- WHAT YOU NEED TO DO
Apart from the pictures, print the data below exactly as given.

Collected data:
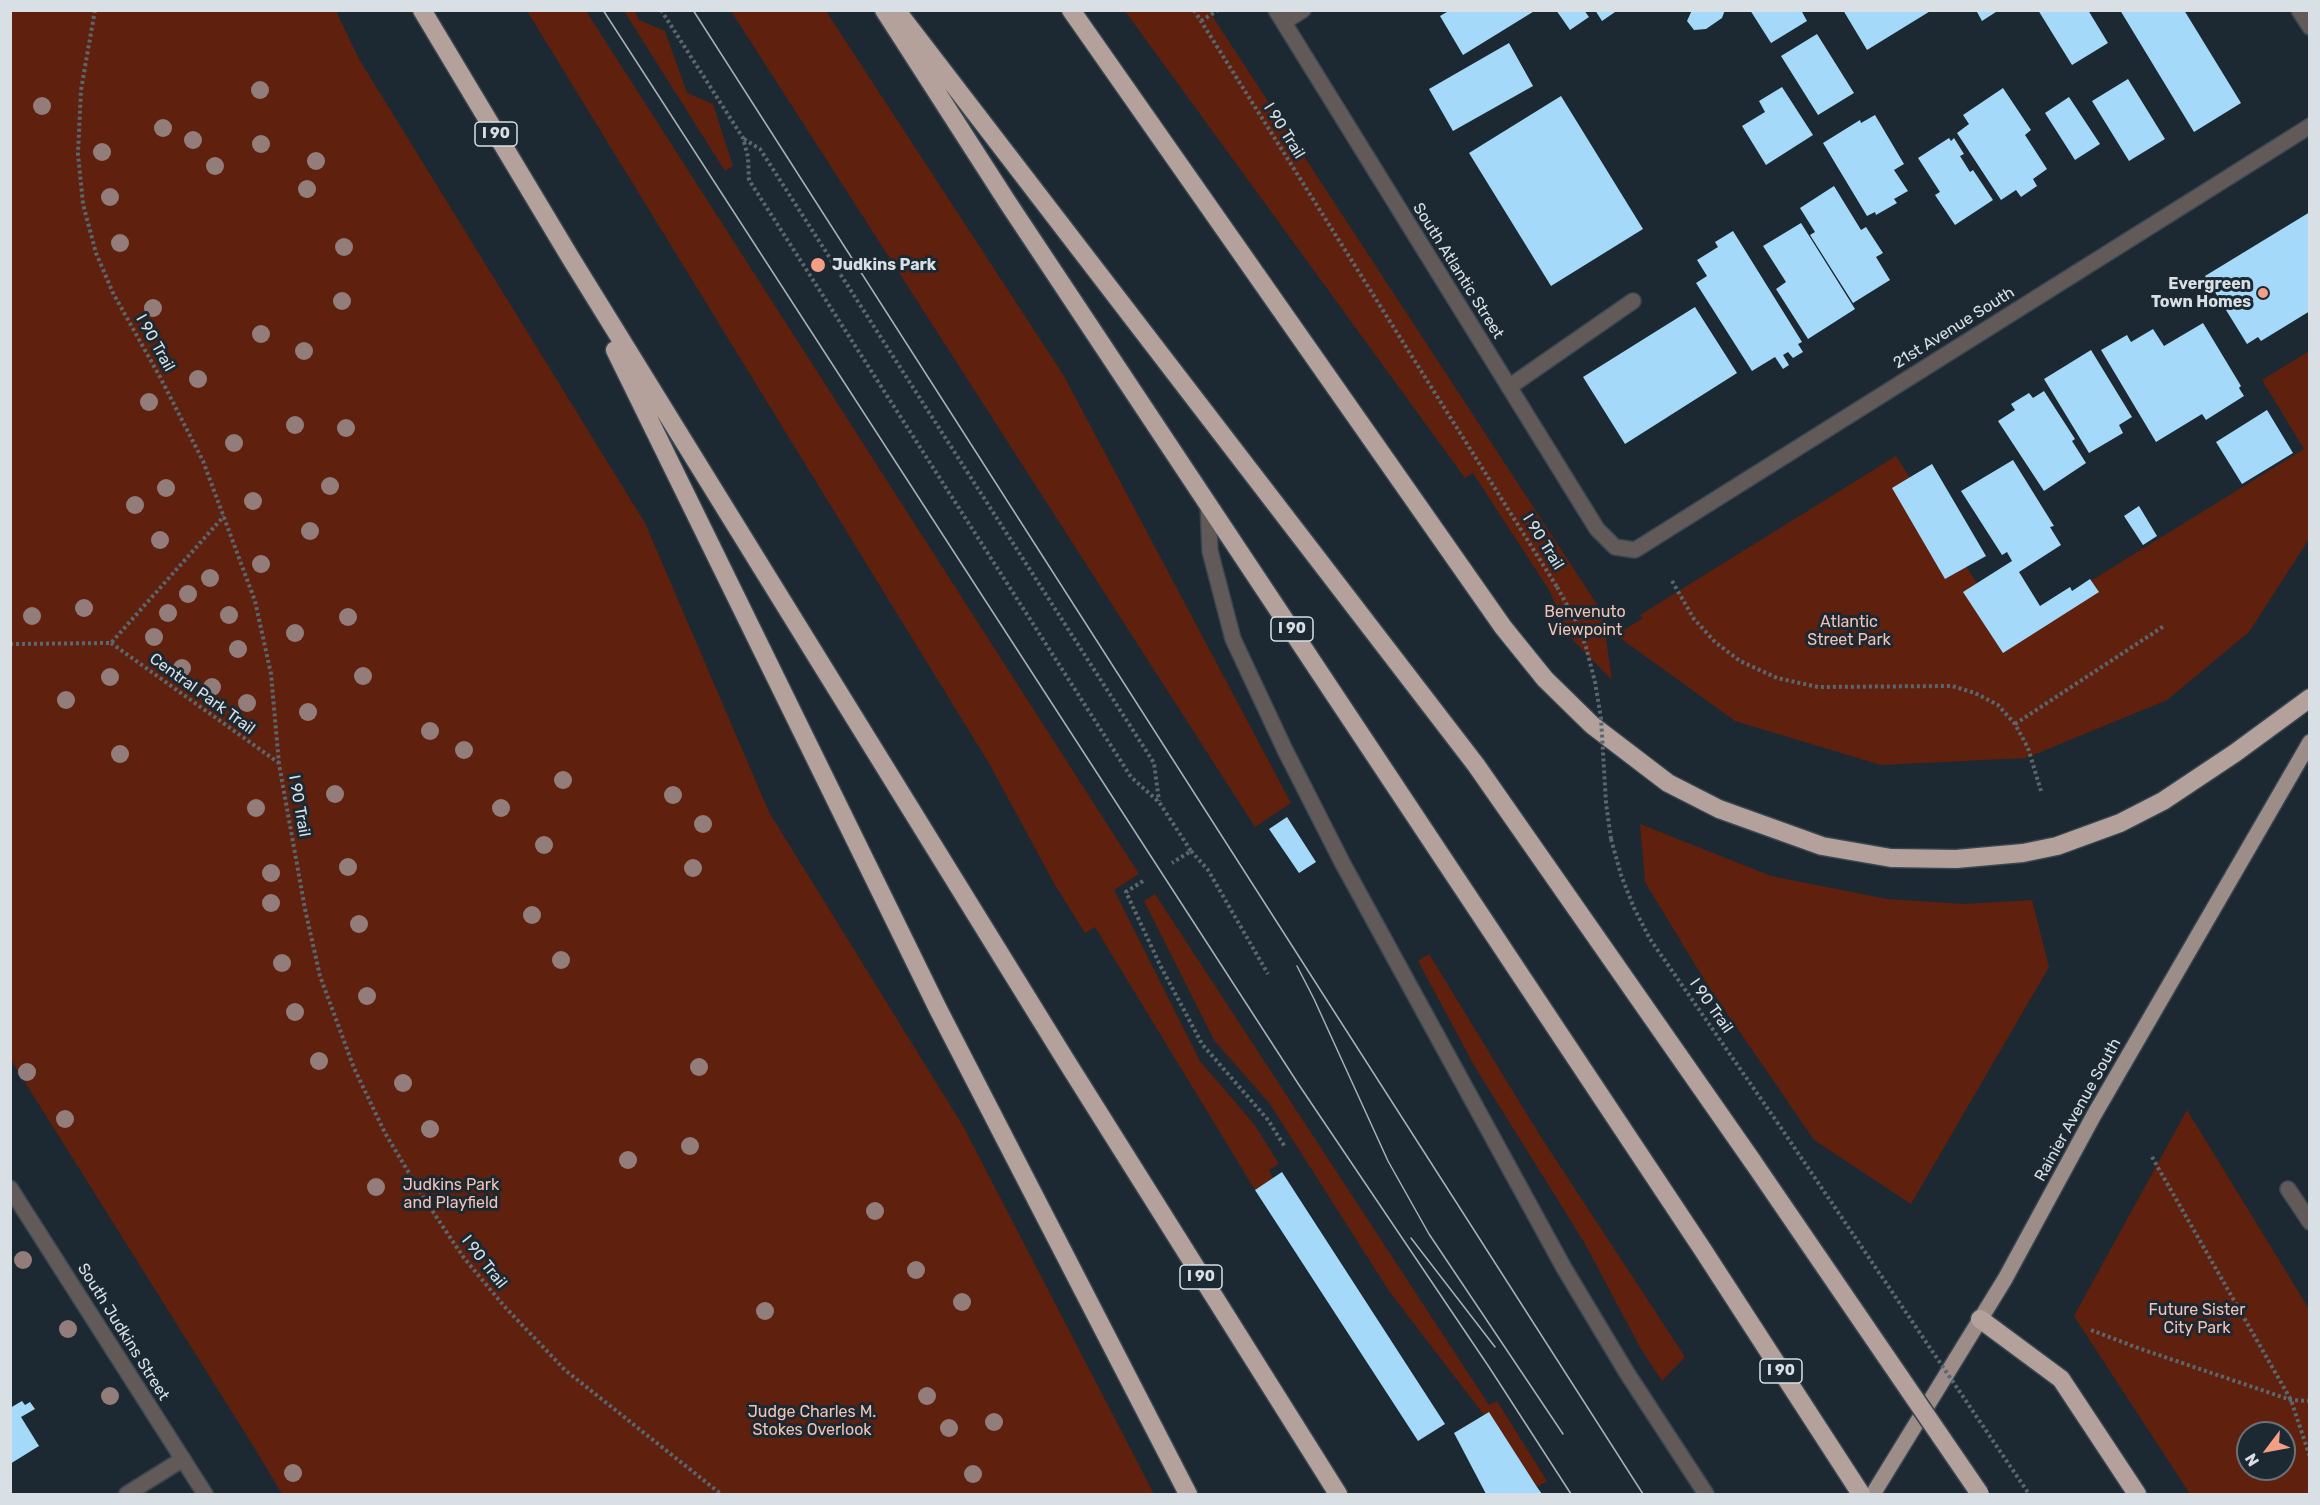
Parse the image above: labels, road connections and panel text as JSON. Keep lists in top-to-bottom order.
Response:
{
  "streets": {
    "highway": ["I 90"],
    "main road": ["Rainier Avenue South"],
    "street": ["South Atlantic Street", "21st Avenue South", "South Judkins Street"],
    "path": ["I 90 Trail", "Central Park Trail"]
  },
  "crossings": [
    ["I 90 Trail", "Central Park Trail"],
    ["South Atlantic Street", "21st Avenue South"]
  ],
  "parks": [
    "Benvenuto Viewpoint",
    "Atlantic Street Park",
    "Judkins Park and Playfield",
    "Future Sister City Park",
    "Judge Charles M. Stokes Overlook"
  ],
  "places": ["Judkins Park", "Evergreen Town Homes"],
  "north": "bottom left"
}
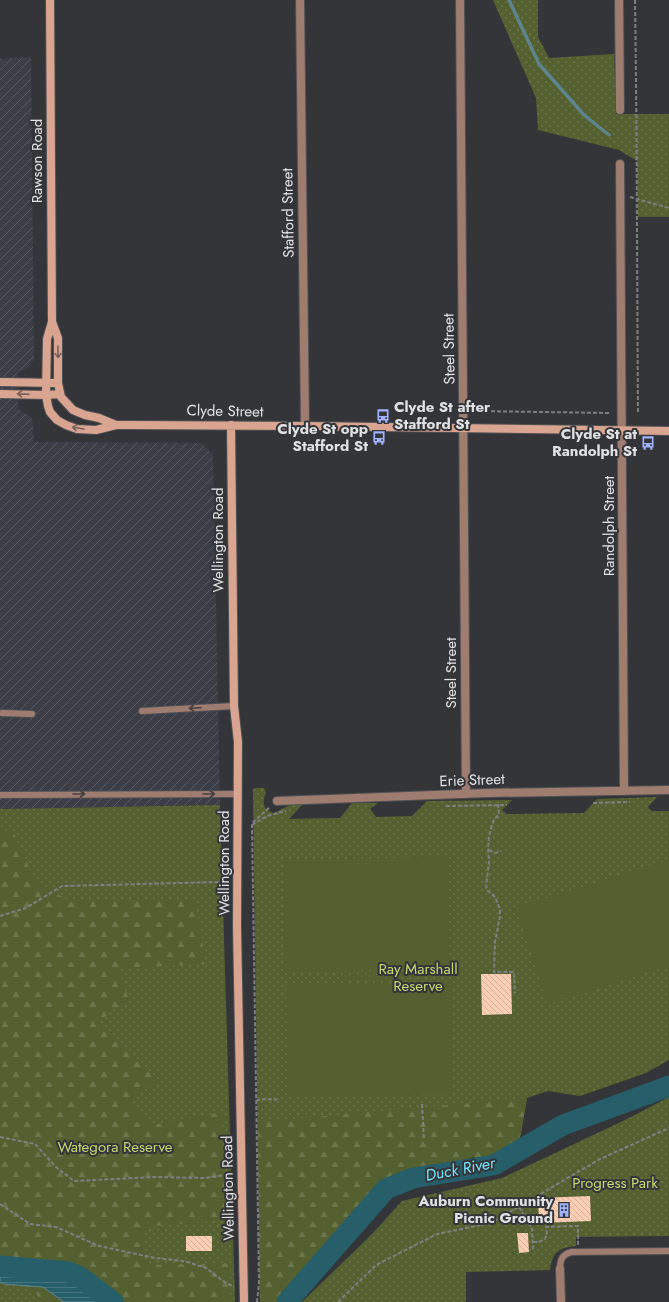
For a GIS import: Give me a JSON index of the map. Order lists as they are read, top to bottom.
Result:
{
  "streets": {
    "main road": ["Rawson Road", "Clyde Street", "Wellington Road"],
    "street": [
      "Stafford Street",
      "Steel Street",
      "Randolph Street",
      "Erie Street"
    ]
  },
  "crossings": [
    ["Rawson Road", "Clyde Street"],
    ["Stafford Street", "Clyde Street"],
    ["Steel Street", "Clyde Street"],
    ["Steel Street", "Erie Street"],
    ["Clyde Street", "Randolph Street"],
    ["Clyde Street", "Wellington Road"],
    ["Randolph Street", "Erie Street"]
  ],
  "water": ["Duck River"],
  "parks": ["Ray Marshall Reserve", "Wategora Reserve", "Progress Park"],
  "places": {
    "bus stop": ["Clyde St after Stafford St", "Clyde St opp Stafford St", "Clyde St at Randolph St"],
    "building": ["Auburn Community Picnic Ground"]
  }
}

- RESULT BELOW
Parse the image above: labels, road connections and panel text as JSON. Keep lists in top-to-bottom order.
Response:
{
  "streets": {
    "highway": ["I 90"],
    "main road": ["Rainier Avenue South"],
    "street": ["South Atlantic Street", "21st Avenue South", "South Judkins Street"],
    "path": ["I 90 Trail", "Central Park Trail"]
  },
  "crossings": [
    ["I 90 Trail", "Central Park Trail"],
    ["South Atlantic Street", "21st Avenue South"]
  ],
  "parks": [
    "Benvenuto Viewpoint",
    "Atlantic Street Park",
    "Judkins Park and Playfield",
    "Future Sister City Park",
    "Judge Charles M. Stokes Overlook"
  ],
  "places": ["Judkins Park", "Evergreen Town Homes"],
  "north": "bottom left"
}
For a GIS import: Give me a JSON index of the map. Order lists as they are read, top to bottom.
Result:
{
  "streets": {
    "main road": ["Rawson Road", "Clyde Street", "Wellington Road"],
    "street": [
      "Stafford Street",
      "Steel Street",
      "Randolph Street",
      "Erie Street"
    ]
  },
  "crossings": [
    ["Rawson Road", "Clyde Street"],
    ["Stafford Street", "Clyde Street"],
    ["Steel Street", "Clyde Street"],
    ["Steel Street", "Erie Street"],
    ["Clyde Street", "Randolph Street"],
    ["Clyde Street", "Wellington Road"],
    ["Randolph Street", "Erie Street"]
  ],
  "water": ["Duck River"],
  "parks": ["Ray Marshall Reserve", "Wategora Reserve", "Progress Park"],
  "places": {
    "bus stop": ["Clyde St after Stafford St", "Clyde St opp Stafford St", "Clyde St at Randolph St"],
    "building": ["Auburn Community Picnic Ground"]
  }
}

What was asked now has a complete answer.